§ **What you have to do**
Below are the entries; output exactly the lines from the one containing "Quick job: What" through the final line, inclusive.

§ **The data**

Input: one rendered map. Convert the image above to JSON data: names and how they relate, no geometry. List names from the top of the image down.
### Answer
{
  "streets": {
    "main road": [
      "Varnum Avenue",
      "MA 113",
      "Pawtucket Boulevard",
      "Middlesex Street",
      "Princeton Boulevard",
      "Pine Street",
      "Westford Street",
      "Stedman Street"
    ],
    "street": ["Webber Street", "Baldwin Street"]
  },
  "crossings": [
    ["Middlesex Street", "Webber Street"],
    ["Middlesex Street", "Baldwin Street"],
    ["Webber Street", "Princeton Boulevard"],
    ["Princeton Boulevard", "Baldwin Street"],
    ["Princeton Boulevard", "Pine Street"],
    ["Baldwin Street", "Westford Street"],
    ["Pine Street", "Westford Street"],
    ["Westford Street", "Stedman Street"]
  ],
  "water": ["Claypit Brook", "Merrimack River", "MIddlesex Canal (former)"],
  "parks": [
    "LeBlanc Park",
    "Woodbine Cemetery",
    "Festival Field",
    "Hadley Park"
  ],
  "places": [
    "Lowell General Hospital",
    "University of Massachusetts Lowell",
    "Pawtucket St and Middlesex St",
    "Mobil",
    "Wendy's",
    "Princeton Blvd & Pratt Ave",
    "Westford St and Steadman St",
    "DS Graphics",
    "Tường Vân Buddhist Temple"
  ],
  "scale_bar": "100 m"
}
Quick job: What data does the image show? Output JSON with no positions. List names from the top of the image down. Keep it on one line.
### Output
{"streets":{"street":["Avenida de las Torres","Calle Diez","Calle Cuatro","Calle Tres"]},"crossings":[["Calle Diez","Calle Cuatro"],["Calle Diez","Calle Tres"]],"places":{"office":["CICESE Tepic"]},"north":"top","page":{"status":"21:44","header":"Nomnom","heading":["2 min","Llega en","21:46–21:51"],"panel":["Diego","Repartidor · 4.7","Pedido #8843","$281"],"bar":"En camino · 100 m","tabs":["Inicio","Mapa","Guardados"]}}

§ **Result for this exercise**
Quick job: What data does the image show? Output JSON with no positions. List names from the top of the image down. Keep it on one line.
### Output
{"streets":{"street":["Avenida de las Torres","Calle Diez","Calle Cuatro","Calle Tres"]},"crossings":[["Calle Diez","Calle Cuatro"],["Calle Diez","Calle Tres"]],"places":{"office":["CICESE Tepic"]},"north":"top","page":{"status":"21:44","header":"Nomnom","heading":["2 min","Llega en","21:46–21:51"],"panel":["Diego","Repartidor · 4.7","Pedido #8843","$281"],"bar":"En camino · 100 m","tabs":["Inicio","Mapa","Guardados"]}}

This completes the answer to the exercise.